Friday, April 13, 2007

Weird book titles

'Stray Shopping Carts' wins oddest title

By JILL LAWLESS, Associated Press Writer

Rogue shopping carts beat green Nazis Friday in the battle for one of Britain's most unusual book prizes.

"The Stray Shopping Carts of Eastern North America: A Guide to Field Identification" was named winner of the Bookseller/Diagram Prize for oddest book title.

The book, written by Buffalo, N.Y.-based artist Julian Montague and published by Harry N. Abrams, beat "How Green Were the Nazis?" a study of the environmental policies of the Third Reich.

"Stray Shopping Carts" received a third of the more than 5,500 votes cast by the public on the Web site of trade magazine The Bookseller.

"It's a sort of strange honor to have," Montague said. "But I welcome the publicity and it's nice that people are finding out my book exists."

Montague's work — documented on his Stray Shopping Cart Project Web site — offers a mock-scientific look at the varieties of lost shopping carts, from the simply discarded to the elaborately vandalized.

"Then there's plow crush — where a cart gets crushed by a snow plow — and train crush," Montague said. "It's really a project about the power of language and scientific classification to shape the way we see the world."

Runner-up for the prize was "Tattooed Mountain Women and Spoon Boxes of Daghestan," by Robert Chenciner, Gabib Ismailov, Magomedkhan Magomedkhanov and Alex Binnie (Bennett & Bloom).

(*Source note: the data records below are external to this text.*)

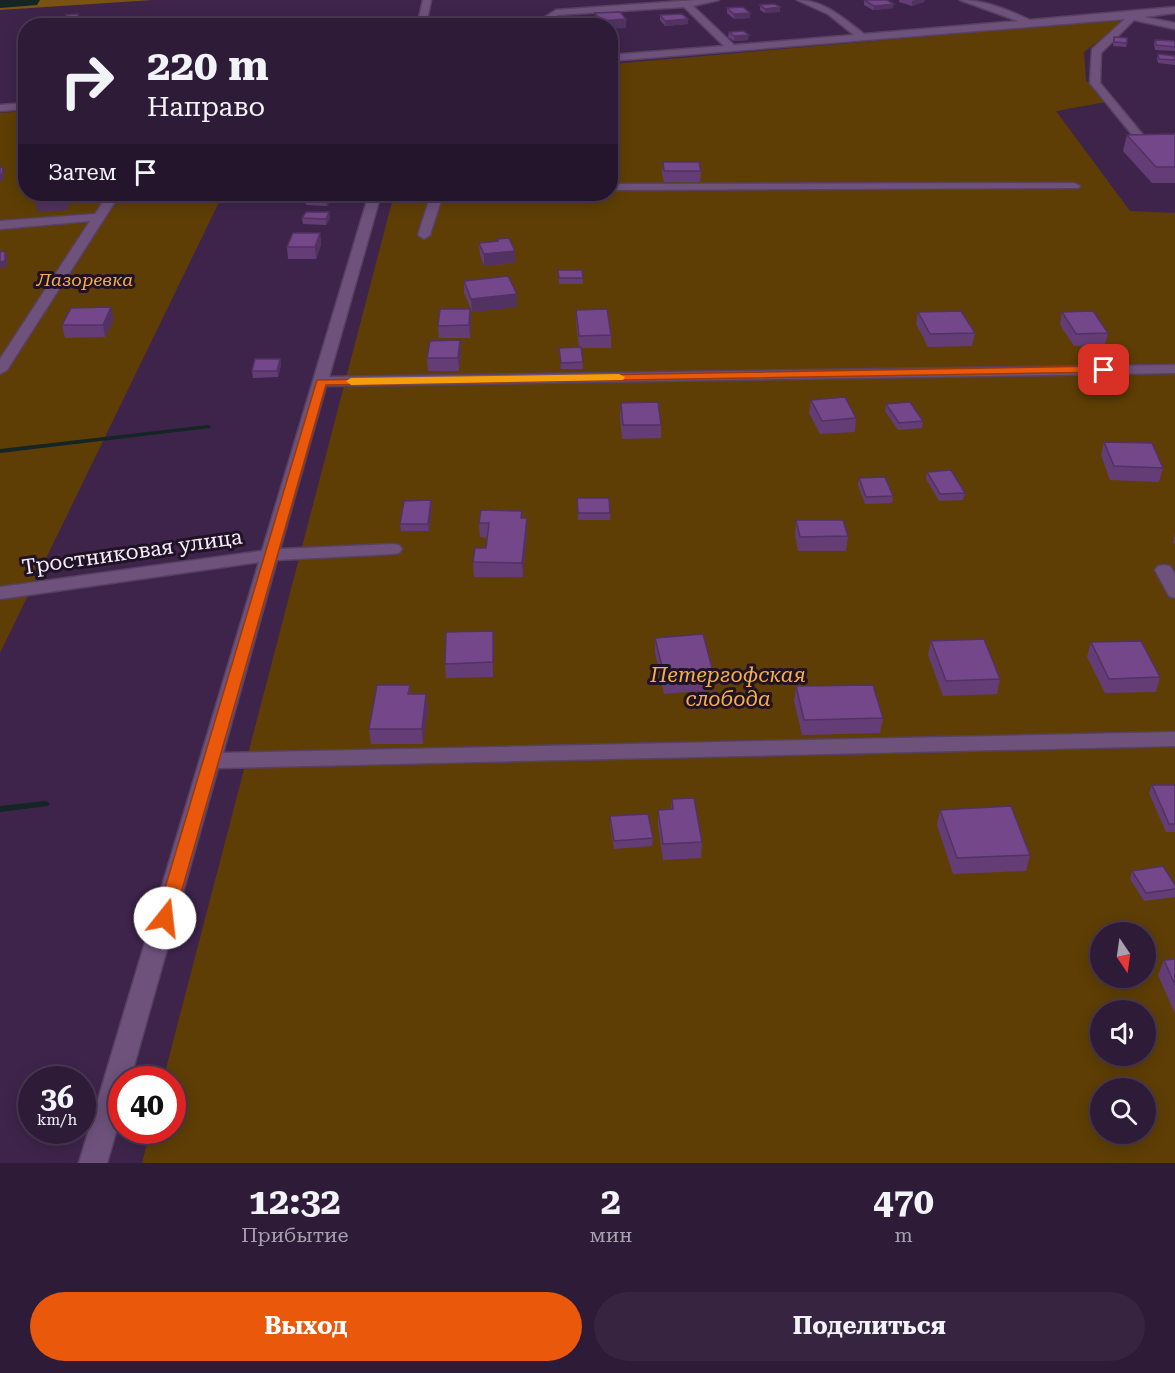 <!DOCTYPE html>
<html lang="ru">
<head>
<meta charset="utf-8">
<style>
  :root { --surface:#2e1b38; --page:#362440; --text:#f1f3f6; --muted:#a7a1ae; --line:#493953; --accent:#ea580c }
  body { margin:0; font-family:"Roboto Serif",serif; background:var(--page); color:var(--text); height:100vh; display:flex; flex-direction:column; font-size:22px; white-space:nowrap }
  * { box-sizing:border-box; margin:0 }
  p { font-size:20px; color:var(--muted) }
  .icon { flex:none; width:33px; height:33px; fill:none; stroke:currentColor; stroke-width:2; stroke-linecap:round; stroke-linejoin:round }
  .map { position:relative; height:1163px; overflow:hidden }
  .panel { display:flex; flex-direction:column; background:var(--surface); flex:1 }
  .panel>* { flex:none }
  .guide { position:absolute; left:18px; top:18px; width:600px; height:183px; border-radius:24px; box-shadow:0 3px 15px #0003,0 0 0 2px var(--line); background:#2e1b38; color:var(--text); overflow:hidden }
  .needle { width:39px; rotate:167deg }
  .controls { position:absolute; left:1090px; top:922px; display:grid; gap:12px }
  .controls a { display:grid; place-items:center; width:66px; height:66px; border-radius:50%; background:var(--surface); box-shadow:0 3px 15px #0003,0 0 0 2px var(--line); font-size:30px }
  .speed { position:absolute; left:18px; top:1066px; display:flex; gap:12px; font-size:30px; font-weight:700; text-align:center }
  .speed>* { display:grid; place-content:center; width:78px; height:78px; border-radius:50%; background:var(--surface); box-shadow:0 3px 15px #0003,0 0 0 2px var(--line); line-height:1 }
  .speed small { font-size:15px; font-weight:400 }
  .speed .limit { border:9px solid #d22; background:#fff; color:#111 }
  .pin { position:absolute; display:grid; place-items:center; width:51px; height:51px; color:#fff; margin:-26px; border-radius:12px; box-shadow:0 3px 9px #0006 }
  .me { position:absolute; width:66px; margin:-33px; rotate:16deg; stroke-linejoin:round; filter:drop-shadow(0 0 4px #0008) }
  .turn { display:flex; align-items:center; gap:21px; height:126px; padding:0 30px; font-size:27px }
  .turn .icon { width:78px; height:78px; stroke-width:2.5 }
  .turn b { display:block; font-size:42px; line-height:51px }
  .then { display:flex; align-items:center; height:57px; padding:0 30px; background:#0003; gap:12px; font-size:22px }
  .eta { display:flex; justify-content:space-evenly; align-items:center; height:102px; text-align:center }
  .eta b { font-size:36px; font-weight:700; line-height:42px }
  .cta { display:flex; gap:12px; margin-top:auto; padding:12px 30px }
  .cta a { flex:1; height:69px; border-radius:36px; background:var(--accent); color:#fff; font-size:24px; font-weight:700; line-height:69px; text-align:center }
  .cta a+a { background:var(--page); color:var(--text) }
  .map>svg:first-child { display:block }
</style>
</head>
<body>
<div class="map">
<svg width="1175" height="1163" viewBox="0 0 1175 1163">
  <rect width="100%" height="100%" fill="#3e244b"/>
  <path fill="#5e3e05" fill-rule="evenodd" d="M1116 20 1123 23 1084 52 1086 80 1106 102 1056 111 1130 211 1175 213V1163H142L150 1131H172V1080H163L394 194H610L611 64ZM1101 933H1146V978H1101ZM1101 1011H1146V1056H1101ZM1101 1089H1146V1134H1101Z
    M25 111 26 194H223L0 653V113Z"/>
  <path fill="#7a5313" d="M0 0H153L0 10Z"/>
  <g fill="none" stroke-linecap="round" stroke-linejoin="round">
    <path fill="#142524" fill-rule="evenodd" d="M208 425 210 426 211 427 210 428 0 453V449Z
      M45 801 48 802 50 804 48 806 0 812V806Z"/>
    <path fill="#142524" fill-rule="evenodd" d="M0 0H40L37 5 0 8Z"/>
    <defs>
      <path id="minor" d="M423 0H431L426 26H417Z
        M696 0H719L693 6 734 45 854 35 828 14 797 0C824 0 843 18 864 34L1018 21 960 0C985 0 1008 10 1030 20L1175 7V13L1144 17 1175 23V29L1134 20 1101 53 1100 83 1148 141 1143 144 1139 143 1090 83 1092 49 1125 19 610 61V55L724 46 684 7 558 15 551 20 555 26H546L542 19 556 10Z
        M26 103V109L0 111V105Z
        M1074 183 1080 186 1078 188 610 190V184Z
        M108 194H120L7 370 0 374V359L90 221 0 229V221L95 214Z
        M369 194H381L329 377 1175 365V373L326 386 280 549 393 544 399 545 402 549 399 553 393 554 277 560 223 753 1175 732V746L218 768 130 1080H122V1111L107 1163H79L259 562 0 599V587L262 551Z
        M431 194H443L430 235 424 239 418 235Z
        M1164 565 1170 566 1175 574V598L1169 596 1155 570 1158 566Z"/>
    </defs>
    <use href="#minor" stroke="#574161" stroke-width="3"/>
    <use href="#minor" fill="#6e527c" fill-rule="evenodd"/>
  </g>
  <path fill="#643d77" d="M864 0 893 8 873 10 864 5Z
    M899 0H925L924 2 912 6 899 2Z
    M760 5 780 12 765 13 760 10Z
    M727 8 750 13V18L734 19 727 13Z
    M595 13 626 28 610 26H597L595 22Z
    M660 15 688 24 665 26 660 20Z
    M729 32 748 40 734 41 728 37Z
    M1114 37 1127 43 1126 47 1113 46Z
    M1155 40 1175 41V51L1155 50 1154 44Z
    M1158 54 1175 56V65L1158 63 1157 59Z
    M1175 134V183H1152L1123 151 1127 135Z
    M663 162 701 171 700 182H664L662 173Z
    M333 197 327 206 306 205 305 199Z
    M329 212 330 218 326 225 303 224 302 218Z
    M320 233 321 245 316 259H288L287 247Z
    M497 239 515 251V263L484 266 480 255 479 243 497 241Z
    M558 270H582L583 284H559Z
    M464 281 517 307 472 312 464 293Z
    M470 309 471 321 470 338H439L438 326Z
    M576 310 611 335V348H581L583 369H561L559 348 579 347 576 323Z
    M918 312 975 333 972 346 928 347 916 324Z
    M1062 312 1108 333 1105 345 1074 346 1060 325Z
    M114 320 105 337 65 338 62 325Z
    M460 340 461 353 459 371H428L427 358Z
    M280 359 281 365 278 377 253 378 252 371Z
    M811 400 856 418 855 432 820 434 809 413Z
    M621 403 661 425V438L622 439 620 416Z
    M886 404 923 421 922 428 898 430 885 411Z
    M1104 442 1163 468 1159 482 1110 480 1101 455Z
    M927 472 965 493 963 500 939 501 926 479Z
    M859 478 893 496 892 503 865 504 858 485Z
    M577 498 610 513V520H578Z
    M431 500 432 507 429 531H401L400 524Z
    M522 511V518L527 532 523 577H474L473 562 486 548 487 538 480 537 479 523Z
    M796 520 848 536 846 551H798L795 534Z
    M1175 534V544L1173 542Z
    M493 631V677L446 678 445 664Z
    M655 638 714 675 713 690 664 694 655 652Z
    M931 641 1000 679 997 694 943 696 928 655Z
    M1091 642 1160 677 1156 692 1105 693 1087 657Z
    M410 685V694H426L428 709 423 744H371L369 729Z
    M796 686 883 718 880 733 802 735 794 701Z
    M1152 785H1175V832H1166L1149 793Z
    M672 799 702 842 701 858 663 860 658 825V810L671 809Z
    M940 810 1030 855 1026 871 953 874 937 825Z
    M610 816 653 838 652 846 614 849 610 824Z
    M1132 871 1175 885V897L1144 901 1130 879Z
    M1175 959V1014L1158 975 1164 960Z"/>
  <path fill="#513261" d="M917 0H925L924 2 912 6V1Z
    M894 4 893 8 873 10 874 6Z
    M780 7V12L765 13V9Z
    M750 13V18L734 19V14Z
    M78 14 79 23 67 24 66 19Z
    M626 19V28L610 29V26H601V21Z
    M688 19V24L665 26V21Z
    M749 35 748 40 734 41V36Z
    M610 38H616L615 47 610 48Z
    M3 167 5 172 3 180 0 181V175Z
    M66 194H71L68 210 38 212 35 201Z
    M331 194H332L333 197 327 206 326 200Z
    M329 212 330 218 326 225V219Z
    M320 233 321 245 316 259 315 247Z
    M5 251 7 257V267L0 268V262Z
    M515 251V263L484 266V254Z
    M517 294V307L472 312 471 299Z
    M111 307 114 320 105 337 103 325Z
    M470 309 471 321 470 338 469 325Z
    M460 340 461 353 459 371 458 358Z
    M280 359 281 365 278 377 277 371Z
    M431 500 432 507 429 531 428 524Z
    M527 518V532L523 577 522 563Z
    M493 631 494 646 493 677Z
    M426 694 428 709 423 744 422 729Z"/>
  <path fill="#74478a" stroke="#513261" stroke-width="1.5" d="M864 0H887L894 4 874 6Z
    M775 4 780 7 765 9 760 5Z
    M743 7 750 13 734 14 727 8Z
    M620 12 626 19 601 21 595 13Z
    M78 14V18L66 19V15Z
    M682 14 688 19 665 21 660 15Z
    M542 23 543 26 510 25Z
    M743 31 749 35 734 36 729 32Z
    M610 32 616 38H610Z
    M1114 37 1127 38V43L1114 42Z
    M1155 40 1175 41V47L1156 45Z
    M1158 54 1175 56V60L1159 59Z
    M1175 134V167H1156L1127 135Z
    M663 162H699L701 171H664Z
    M0 167H3L2 175H0Z
    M37 194H66V198L35 201Z
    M309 194H331L326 200 305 199Z
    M306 212H329L326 219 302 218Z
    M293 233H320L315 247H287Z
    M509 238 515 251 484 254 479 243 498 241 497 239Z
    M5 251V261L0 262V252Z
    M558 270H582L583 278H559Z
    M508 276 517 294 471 299 464 281Z
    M111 307 103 325H62L71 308Z
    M440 309H470L469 325 438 326Z
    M607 309 611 335 579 336 576 310Z
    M961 311 975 333 930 334 918 312Z
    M1093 311 1108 333 1076 334 1062 312Z
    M460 340 458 358H427L430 341Z
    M581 347 583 362 561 363 559 348Z
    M255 359H280L277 371H252Z
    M845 397 856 418 822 421 811 400Z
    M658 402 661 425H623L621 403Z
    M910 402 923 421 899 423 886 404Z
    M1104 442 1152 443 1163 468 1114 466Z
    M951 470 965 493 940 494 927 472Z
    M885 477 893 496 866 497 859 478Z
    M577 498H609L610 513H578Z
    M431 500 428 524H400L404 501Z
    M481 510 522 511 521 518H527L522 563 473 562 475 548H486L489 523H479Z
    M796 520H843L848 536 800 537Z
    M493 631V662L445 664 446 632Z
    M703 634 714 675 665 679 655 638Z
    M984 639 1000 679 946 681 931 641Z
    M1141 641 1160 677 1109 679 1091 642Z
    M377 685H410L408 694H426L422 729H369Z
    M873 685 883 718 804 720 796 686Z
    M1152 785H1175V824H1169Z
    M694 798 702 842 663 844 658 810 673 809 672 799Z
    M1011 806 1030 855 957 858 940 810Z
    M648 814 653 838 614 841 610 816Z
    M1163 866 1175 885V889L1146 893 1132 871Z
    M1175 959V985L1164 960Z"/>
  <path fill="#ea580c" stroke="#983908" stroke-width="1.5" d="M1104 366 1109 370 1108 372 326 385 174 918 171 922 165 925 158 922 156 918 317 380Z"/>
  <path fill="#f59e0b" d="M619 374 625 377 623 380 351 385 346 381 351 378Z"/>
  <g text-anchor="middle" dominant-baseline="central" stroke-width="6" stroke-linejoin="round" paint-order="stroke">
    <g font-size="18" font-style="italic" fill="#f6af44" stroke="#1f1325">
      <text x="85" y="279">Лазоревка</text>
    </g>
    <g font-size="21" fill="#f7edfc" stroke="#1f1325">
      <text transform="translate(132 552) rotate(-8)">Тростниковая улица</text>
    </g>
    <g font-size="21" font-style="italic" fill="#f6af44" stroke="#1f1325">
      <text x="728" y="675">Петергофская<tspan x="728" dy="24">слобода</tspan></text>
    </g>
  </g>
</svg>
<div class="controls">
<a><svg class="needle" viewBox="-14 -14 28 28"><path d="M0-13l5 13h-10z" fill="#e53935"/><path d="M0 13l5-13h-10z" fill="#a7a1ae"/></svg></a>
<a><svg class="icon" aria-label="sound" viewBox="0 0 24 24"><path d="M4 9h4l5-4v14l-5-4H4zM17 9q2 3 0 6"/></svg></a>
<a><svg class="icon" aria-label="search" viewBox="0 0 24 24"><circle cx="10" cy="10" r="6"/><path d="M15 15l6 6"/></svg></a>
</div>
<div class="speed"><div>36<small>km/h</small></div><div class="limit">40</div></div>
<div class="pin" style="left:1104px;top:370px;background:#d93025"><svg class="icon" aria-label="arrive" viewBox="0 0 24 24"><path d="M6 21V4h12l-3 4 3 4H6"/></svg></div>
<svg class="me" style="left:165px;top:918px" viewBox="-20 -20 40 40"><circle r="19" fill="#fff"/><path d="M0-13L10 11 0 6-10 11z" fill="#ea580c"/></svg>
<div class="guide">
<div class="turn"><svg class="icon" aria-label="right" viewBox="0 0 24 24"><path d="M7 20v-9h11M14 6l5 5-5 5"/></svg><div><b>220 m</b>Направо</div></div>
<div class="then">Затем<svg class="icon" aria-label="arrive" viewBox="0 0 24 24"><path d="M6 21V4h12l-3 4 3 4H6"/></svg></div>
</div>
</div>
<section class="panel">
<div class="eta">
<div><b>12:32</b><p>Прибытие</p></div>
<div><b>2</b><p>мин</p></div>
<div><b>470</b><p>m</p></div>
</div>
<div class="cta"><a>Выход</a><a>Поделиться</a></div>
</section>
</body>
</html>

The other finalists were "Di Mascio's Delicious Ice Cream: Di Mascio of Coventry: an Ice Cream Company of Repute, With an Interesting and Varied Fleet of Ice Cream Vans," by Roger De Boer, Harvey Francis Pitcher and Alan Wilkinson (Past Masters); "Proceedings of the Eighteenth International Seaweed Symposium" (Kluwer); and "Better Never to Have Been: The Harm of Coming Into Existence," by David Benatar (Clarendon Press).

Past winners of the 29-year-old prize include "People Who Don't Know They're Dead: How They Attach Themselves to Unsuspecting Bystanders and What to Do About It."